I saw a lot of signs today while driving from Texas to our home in Illinois. A LOT of signs.
I could have gone to any number of auctions, roadside stands, realty companies and a plethora of "possibly interesting" small towns. The "worlds largest rocking chair" WAS tempting, I must admit.
I couldn't help but relate the physical "signs" (which never fail to clutter up the highways and ruin perfectly good photo opportunities) to the metaphorical "signs" in my life.
Take for instance the roadsign that read, "Sarcoxie, MO - 1 mile." That could be nothing more than a warning for Sarcoxians not to miss their exit. Or... it could be an opportunity to explore a new place.

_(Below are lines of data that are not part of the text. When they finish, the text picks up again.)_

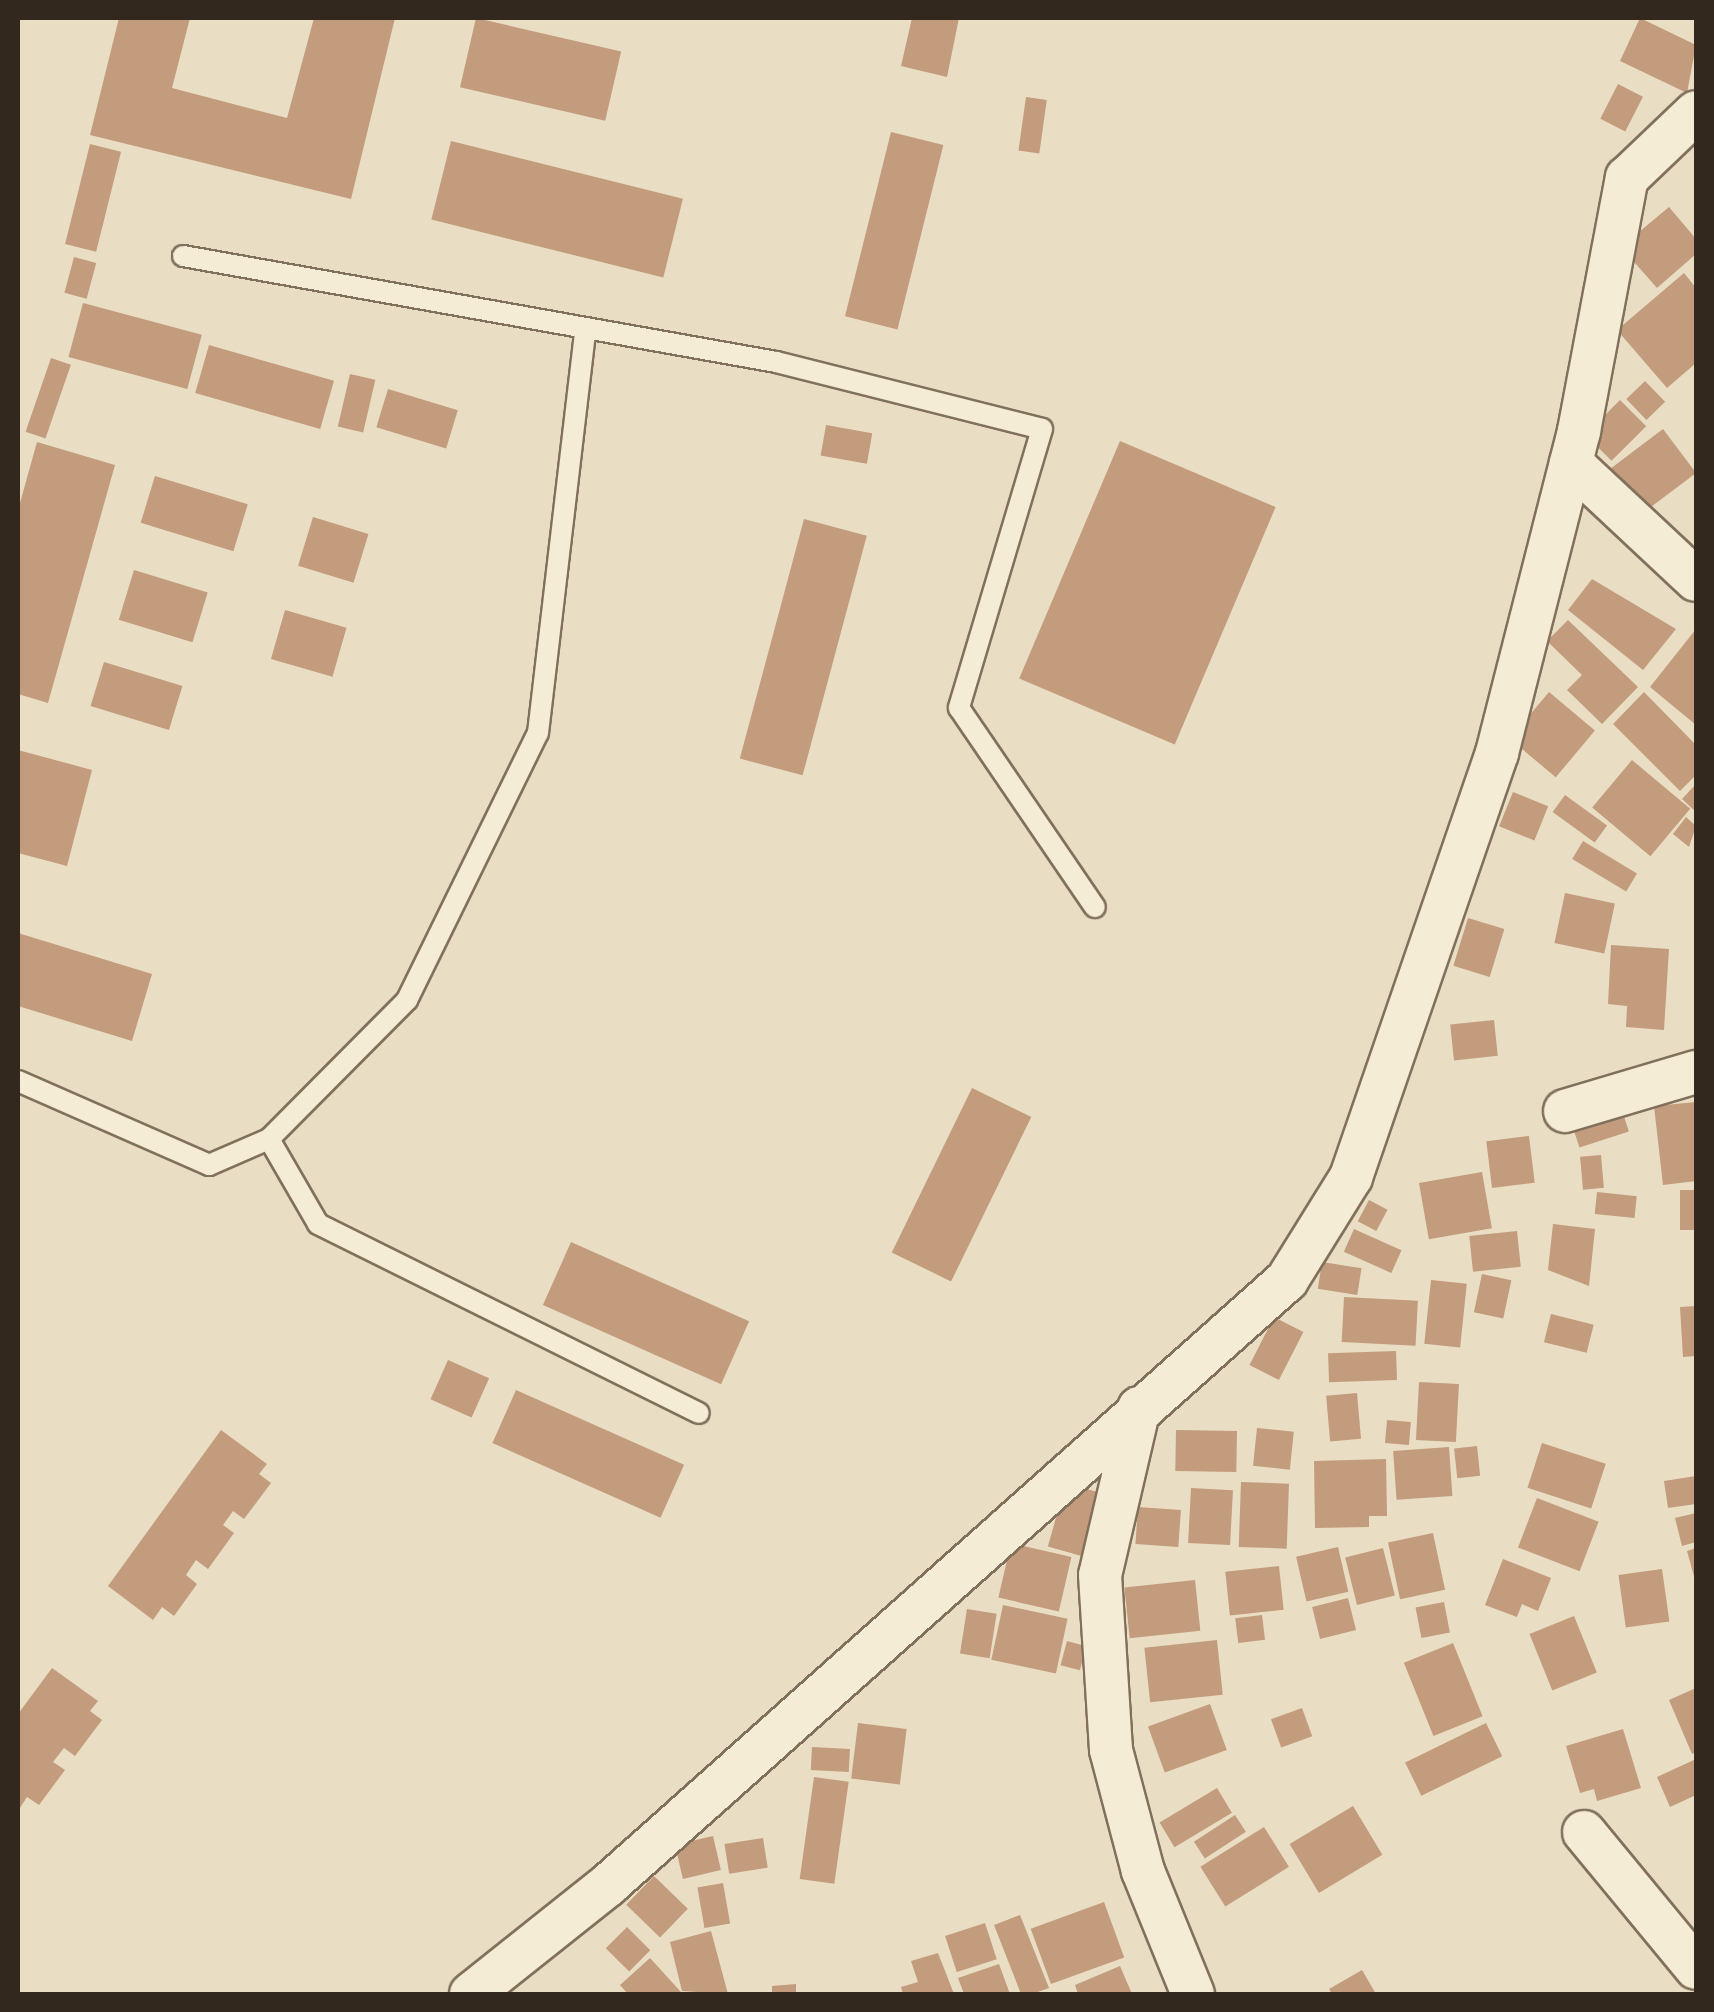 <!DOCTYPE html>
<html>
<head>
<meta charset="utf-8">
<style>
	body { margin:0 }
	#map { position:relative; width:1714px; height:2012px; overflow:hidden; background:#e9dec3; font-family:Lora,serif }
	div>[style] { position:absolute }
	.building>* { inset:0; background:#c39b7d; transform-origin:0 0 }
	.roads { filter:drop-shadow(2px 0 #81705c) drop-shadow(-2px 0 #81705c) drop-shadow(0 2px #81705c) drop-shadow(0 -2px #81705c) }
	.lane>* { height:20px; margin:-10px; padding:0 10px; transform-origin:10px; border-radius:10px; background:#f4ecd5 }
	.street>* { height:42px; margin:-21px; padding:0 21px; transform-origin:21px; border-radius:21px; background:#f4ecd5 }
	span { translate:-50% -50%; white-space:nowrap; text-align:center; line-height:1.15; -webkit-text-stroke:8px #f1e9d2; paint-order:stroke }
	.frame { position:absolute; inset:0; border:20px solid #32281e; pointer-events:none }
</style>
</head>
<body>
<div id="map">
	<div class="building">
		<i style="clip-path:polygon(119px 18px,190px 18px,172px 88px,287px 118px,314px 18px,395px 18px,351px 199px,90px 135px)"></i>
		<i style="left:476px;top:18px;width:149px;height:71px;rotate:13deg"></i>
		<i style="clip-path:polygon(912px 18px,959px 18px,947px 77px,901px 66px)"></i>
		<i style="clip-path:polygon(1640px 18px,1696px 45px,1687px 93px,1620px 61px)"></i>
		<i style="left:1618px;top:84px;width:28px;height:39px;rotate:27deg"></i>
		<i style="left:1026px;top:97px;width:21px;height:54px;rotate:8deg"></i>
		<i style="left:891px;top:132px;width:54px;height:190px;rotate:14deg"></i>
		<i style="left:451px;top:141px;width:239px;height:81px;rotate:14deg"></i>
		<i style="left:90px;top:144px;width:32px;height:103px;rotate:14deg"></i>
		<i style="clip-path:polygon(1669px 207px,1696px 239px,1696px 254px,1657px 288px,1621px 247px)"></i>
		<i style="left:74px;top:257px;width:23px;height:37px;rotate:15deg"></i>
		<i style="clip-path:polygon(1684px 273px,1696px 288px,1696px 363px,1667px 388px,1617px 330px)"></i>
		<i style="left:83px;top:303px;width:123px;height:56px;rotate:15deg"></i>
		<i style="left:209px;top:345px;width:130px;height:50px;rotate:16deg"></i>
		<i style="left:51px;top:358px;width:21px;height:78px;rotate:19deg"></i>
		<i style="left:350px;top:374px;width:26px;height:54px;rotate:13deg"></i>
		<i style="left:1645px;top:381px;width:29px;height:26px;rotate:46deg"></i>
		<i style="left:388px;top:389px;width:73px;height:40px;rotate:17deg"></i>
		<i style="left:1620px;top:400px;width:37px;height:49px;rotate:45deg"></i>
		<i style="left:826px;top:425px;width:47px;height:31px;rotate:10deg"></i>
		<i style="left:1663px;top:429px;width:55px;height:75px;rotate:53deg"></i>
		<i style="left:1120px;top:441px;width:169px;height:258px;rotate:23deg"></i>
		<i style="clip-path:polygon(37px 442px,115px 465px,48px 703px,18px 694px,18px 510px)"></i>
		<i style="left:155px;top:476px;width:97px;height:49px;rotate:17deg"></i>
		<i style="left:313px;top:517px;width:58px;height:51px;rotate:17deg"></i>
		<i style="left:804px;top:519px;width:65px;height:248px;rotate:15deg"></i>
		<i style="left:134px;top:570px;width:77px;height:52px;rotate:17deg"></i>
		<i style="clip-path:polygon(1592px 579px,1676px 629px,1643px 670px,1568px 610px)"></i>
		<i style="left:285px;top:610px;width:64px;height:51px;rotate:16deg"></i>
		<i style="clip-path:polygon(1568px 620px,1638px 687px,1602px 724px,1567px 690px,1582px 675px,1547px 641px)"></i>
		<i style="clip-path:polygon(1696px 629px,1696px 725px,1650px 687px)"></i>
		<i style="left:104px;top:662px;width:82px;height:46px;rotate:17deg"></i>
		<i style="left:1549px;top:692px;width:60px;height:61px;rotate:40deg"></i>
		<i style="clip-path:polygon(1644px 692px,1696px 745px,1696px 775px,1680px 791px,1613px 724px)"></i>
		<i style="clip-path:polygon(18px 750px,92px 770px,67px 866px,18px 853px)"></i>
		<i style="left:1632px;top:760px;width:76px;height:62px;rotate:40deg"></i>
		<i style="clip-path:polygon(1696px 784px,1696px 812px,1682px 799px)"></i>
		<i style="left:1513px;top:792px;width:38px;height:37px;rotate:22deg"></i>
		<i style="left:1565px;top:795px;width:52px;height:21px;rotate:36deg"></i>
		<i style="clip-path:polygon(1686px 817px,1696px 826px,1689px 847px,1673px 834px)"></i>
		<i style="left:1583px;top:841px;width:63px;height:21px;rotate:31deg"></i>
		<i style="left:1565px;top:893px;width:51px;height:51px;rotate:12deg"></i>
		<i style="left:1468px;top:918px;width:38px;height:50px;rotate:17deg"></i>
		<i style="clip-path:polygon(18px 933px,152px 974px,132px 1041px,18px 1006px)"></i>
		<i style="clip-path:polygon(1611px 945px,1669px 949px,1664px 1030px,1626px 1027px,1627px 1006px,1608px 1004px)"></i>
		<i style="left:1494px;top:1020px;width:36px;height:44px;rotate:84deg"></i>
		<i style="left:972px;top:1088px;width:66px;height:183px;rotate:26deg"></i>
		<i style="left:1619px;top:1101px;width:32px;height:52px;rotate:72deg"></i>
		<i style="clip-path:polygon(1696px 1102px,1696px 1181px,1663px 1185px,1654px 1106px)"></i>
		<i style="left:1529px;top:1136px;width:47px;height:43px;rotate:83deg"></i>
		<i style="left:1601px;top:1155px;width:33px;height:21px;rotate:85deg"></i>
		<i style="left:1482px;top:1172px;width:57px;height:64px;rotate:80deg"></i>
		<i style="left:1696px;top:1190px;width:40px;height:16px;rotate:90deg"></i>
		<i style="left:1597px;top:1192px;width:40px;height:22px;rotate:6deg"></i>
		<i style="left:1369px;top:1200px;width:21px;height:24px;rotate:28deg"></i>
		<i style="clip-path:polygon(1553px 1224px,1595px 1229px,1589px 1286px,1548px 1270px)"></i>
		<i style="left:1354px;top:1229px;width:52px;height:25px;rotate:24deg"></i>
		<i style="left:1517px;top:1231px;width:36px;height:48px;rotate:84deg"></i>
		<i style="left:571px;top:1242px;width:195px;height:69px;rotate:24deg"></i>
		<i style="left:1322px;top:1262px;width:40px;height:27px;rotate:9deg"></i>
		<i style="left:1482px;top:1274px;width:30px;height:39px;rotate:12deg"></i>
		<i style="left:1431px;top:1280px;width:36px;height:64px;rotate:6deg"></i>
		<i style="left:1344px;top:1297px;width:74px;height:45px;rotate:3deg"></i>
		<i style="clip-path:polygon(1696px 1306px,1696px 1356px,1683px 1357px,1680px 1307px)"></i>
		<i style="left:1551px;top:1314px;width:44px;height:29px;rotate:14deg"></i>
		<i style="left:1274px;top:1317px;width:33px;height:54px;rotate:27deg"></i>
		<i style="left:1396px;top:1351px;width:29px;height:68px;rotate:88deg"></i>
		<i style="left:448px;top:1360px;width:45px;height:43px;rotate:24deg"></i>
		<i style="left:1419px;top:1382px;width:40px;height:58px;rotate:3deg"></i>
		<i style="left:516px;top:1390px;width:184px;height:58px;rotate:24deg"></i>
		<i style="left:1357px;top:1393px;width:46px;height:31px;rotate:85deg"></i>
		<i style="left:1387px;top:1420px;width:24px;height:23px;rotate:5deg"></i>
		<i style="left:1257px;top:1428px;width:37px;height:38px;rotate:6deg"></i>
		<i style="clip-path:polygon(221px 1430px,267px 1464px,259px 1474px,271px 1483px,244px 1519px,233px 1511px,223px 1525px,234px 1533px,208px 1569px,196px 1560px,186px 1575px,197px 1584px,174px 1616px,162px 1607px,153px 1620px,108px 1586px)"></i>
		<i style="left:1176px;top:1430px;width:61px;height:41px;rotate:1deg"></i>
		<i style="left:1542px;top:1443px;width:67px;height:47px;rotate:18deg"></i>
		<i style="left:1477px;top:1446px;width:30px;height:23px;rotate:84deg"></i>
		<i style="left:1449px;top:1447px;width:49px;height:56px;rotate:86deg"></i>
		<i style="clip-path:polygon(1386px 1459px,1387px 1516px,1369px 1516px,1369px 1527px,1315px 1528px,1314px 1461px)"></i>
		<i style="clip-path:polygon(1696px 1476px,1696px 1504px,1668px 1508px,1664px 1481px)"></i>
		<i style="left:1241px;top:1482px;width:48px;height:65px;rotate:2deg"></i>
		<i style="left:1066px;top:1483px;width:46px;height:66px;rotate:16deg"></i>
		<i style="left:1191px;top:1488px;width:42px;height:55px;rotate:3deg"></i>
		<i style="left:1537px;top:1498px;width:66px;height:53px;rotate:21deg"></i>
		<i style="left:1138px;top:1507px;width:43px;height:37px;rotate:4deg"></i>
		<i style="clip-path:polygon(1696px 1513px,1696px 1542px,1682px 1546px,1675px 1518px)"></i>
		<i style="left:1433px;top:1533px;width:58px;height:46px;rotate:78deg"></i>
		<i style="left:1011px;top:1543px;width:62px;height:56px;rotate:13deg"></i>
		<i style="left:1338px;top:1547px;width:46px;height:43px;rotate:77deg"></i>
		<i style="left:1383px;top:1548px;width:49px;height:39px;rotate:76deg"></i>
		<i style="clip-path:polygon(1696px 1548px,1696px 1579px,1695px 1580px,1687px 1551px)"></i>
		<i style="clip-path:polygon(1503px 1559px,1551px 1578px,1538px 1611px,1522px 1604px,1517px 1617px,1485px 1605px)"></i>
		<i style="left:1279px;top:1566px;width:44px;height:54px;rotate:84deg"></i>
		<i style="left:1662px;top:1569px;width:53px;height:44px;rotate:82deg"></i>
		<i style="left:1195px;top:1580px;width:51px;height:71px;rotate:84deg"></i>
		<i style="left:1348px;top:1598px;width:33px;height:37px;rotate:76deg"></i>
		<i style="left:1444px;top:1602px;width:31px;height:29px;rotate:79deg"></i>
		<i style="left:1003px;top:1605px;width:66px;height:56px;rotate:12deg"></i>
		<i style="left:967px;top:1609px;width:30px;height:45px;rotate:9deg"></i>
		<i style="left:1262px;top:1615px;width:25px;height:27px;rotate:83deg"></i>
		<i style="left:1574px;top:1616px;width:61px;height:48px;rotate:68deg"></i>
		<i style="left:1217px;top:1640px;width:55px;height:73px;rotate:84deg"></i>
		<i style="left:1067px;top:1641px;width:20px;height:25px;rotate:15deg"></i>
		<i style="left:1453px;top:1643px;width:79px;height:53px;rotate:68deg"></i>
		<i style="clip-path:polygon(52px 1668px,98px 1701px,90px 1711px,102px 1720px,75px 1756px,64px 1748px,53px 1762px,65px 1770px,39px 1805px,27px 1797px,18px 1811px,18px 1714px)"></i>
		<i style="clip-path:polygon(1696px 1688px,1696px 1752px,1692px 1754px,1669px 1700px)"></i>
		<i style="left:1210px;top:1704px;width:49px;height:66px;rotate:70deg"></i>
		<i style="left:1302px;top:1708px;width:30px;height:33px;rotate:70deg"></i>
		<i style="left:858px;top:1723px;width:49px;height:56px;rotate:7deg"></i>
		<i style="left:1486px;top:1723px;width:37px;height:90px;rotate:64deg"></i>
		<i style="clip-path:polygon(1623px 1729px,1641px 1788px,1597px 1801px,1594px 1789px,1580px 1793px,1566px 1746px)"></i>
		<i style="left:812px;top:1747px;width:38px;height:23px;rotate:3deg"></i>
		<i style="clip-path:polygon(1696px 1759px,1696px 1795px,1670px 1807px,1657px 1777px)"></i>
		<i style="left:814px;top:1777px;width:35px;height:103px;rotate:8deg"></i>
		<i style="left:1217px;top:1788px;width:29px;height:67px;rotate:59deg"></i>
		<i style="left:1353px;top:1806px;width:57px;height:74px;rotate:59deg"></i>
		<i style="left:1235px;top:1815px;width:20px;height:49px;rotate:57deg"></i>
		<i style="left:1264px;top:1827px;width:47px;height:75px;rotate:58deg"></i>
		<i style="left:713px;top:1836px;width:35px;height:39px;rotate:77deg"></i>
		<i style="left:763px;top:1838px;width:30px;height:39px;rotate:81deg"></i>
		<i style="left:654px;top:1876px;width:47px;height:40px;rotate:44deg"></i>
		<i style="left:723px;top:1883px;width:41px;height:26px;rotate:80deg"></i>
		<i style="left:1104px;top:1902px;width:59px;height:78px;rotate:70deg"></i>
		<i style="clip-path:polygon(1020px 1915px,1049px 1988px,1032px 1994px,1021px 1994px,994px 1925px)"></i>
		<i style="left:985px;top:1923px;width:38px;height:42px;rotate:72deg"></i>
		<i style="left:627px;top:1927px;width:33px;height:30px;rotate:45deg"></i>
		<i style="clip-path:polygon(711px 1931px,728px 1994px,682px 1991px,670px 1942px)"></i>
		<i style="clip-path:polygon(938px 1953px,954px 1994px,903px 1994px,901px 1987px,918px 1982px,911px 1961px)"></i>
		<i style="clip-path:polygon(650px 1958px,681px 1992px,678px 1994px,628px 1994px,620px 1985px)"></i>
		<i style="clip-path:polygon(999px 1964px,1010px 1994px,964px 1994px,958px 1978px)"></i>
		<i style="clip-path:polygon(1120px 1966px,1132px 1994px,1078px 1994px,1075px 1985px)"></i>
		<i style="clip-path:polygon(1362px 1970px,1376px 1994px,1332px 1994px,1329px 1989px)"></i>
		<i style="clip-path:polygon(796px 1984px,796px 1994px,772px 1994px,772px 1986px)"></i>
	</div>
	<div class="roads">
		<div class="lane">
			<i style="left:183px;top:256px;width:602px;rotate:10.13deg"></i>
			<i style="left:776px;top:362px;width:274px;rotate:14.1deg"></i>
			<i style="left:1042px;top:429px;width:291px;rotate:106.6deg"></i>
			<i style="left:959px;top:708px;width:241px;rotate:55.7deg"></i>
			<i style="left:18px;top:1081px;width:209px;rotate:23.7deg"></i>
			<i style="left:209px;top:1165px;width:65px;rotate:-23.4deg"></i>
			<i style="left:269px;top:1139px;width:98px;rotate:60deg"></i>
			<i style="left:318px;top:1224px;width:425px;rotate:26.4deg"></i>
			<i style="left:269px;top:1139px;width:196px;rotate:-45.2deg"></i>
			<i style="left:407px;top:1000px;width:297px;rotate:-63.9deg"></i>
			<i style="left:538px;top:733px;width:405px;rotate:-83.3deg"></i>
		</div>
		<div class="street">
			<i style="left:1571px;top:463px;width:171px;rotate:43.1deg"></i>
			<i style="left:1565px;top:1111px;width:137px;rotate:-16.6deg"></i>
			<i style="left:1139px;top:1408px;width:171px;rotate:103.1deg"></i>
			<i style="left:1100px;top:1575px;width:175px;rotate:86.4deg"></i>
			<i style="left:1111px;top:1750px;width:125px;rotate:75.2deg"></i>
			<i style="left:1143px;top:1871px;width:133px;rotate:67.9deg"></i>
			<i style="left:1584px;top:1832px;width:176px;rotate:50.5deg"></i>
			<i style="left:471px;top:1994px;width:175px;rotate:-38.5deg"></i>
			<i style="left:608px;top:1885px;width:909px;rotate:-41.7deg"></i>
			<i style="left:1287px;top:1280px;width:121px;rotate:-58.1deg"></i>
			<i style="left:1351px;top:1177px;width:448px;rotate:-71deg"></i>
			<i style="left:1497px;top:753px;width:332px;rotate:-75.7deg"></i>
			<i style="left:1579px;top:431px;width:258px;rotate:-79.3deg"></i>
			<i style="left:1627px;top:178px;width:95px;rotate:-43.7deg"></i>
		</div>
	</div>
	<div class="frame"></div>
</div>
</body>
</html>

It was a complete non-decision to keep moving forward based on time constraints, not to mention a complete disinterest in Sarcoxie, MO. But another day - under different circumstances - we may veer off the road and discover something wonderful.
On the other hand, life sometimes sends me "signs." My body screams out that it is exhausted from time to time... but I fly right past it. Friends send signs that they need help, my partner sends out signs that he needs some care, or my schedule sends out an S.O.S. for some serious retooling. But... I get focused on the destination and don't heed the opportunity to explore what the signs have to offer.
Passing the signs by isn't all bad. Sometimes it's just what you gotta do. But it shouldn't be the rule that I am dismissive of the physical opportunities to explore the world... or the more personal and spiritual signs from my gut.
That has to change. Not only do I need to listen to my gut in my daily life, but I might need to check out this Sarcoxie place. I'll never know what I could discover about myself and the world around me.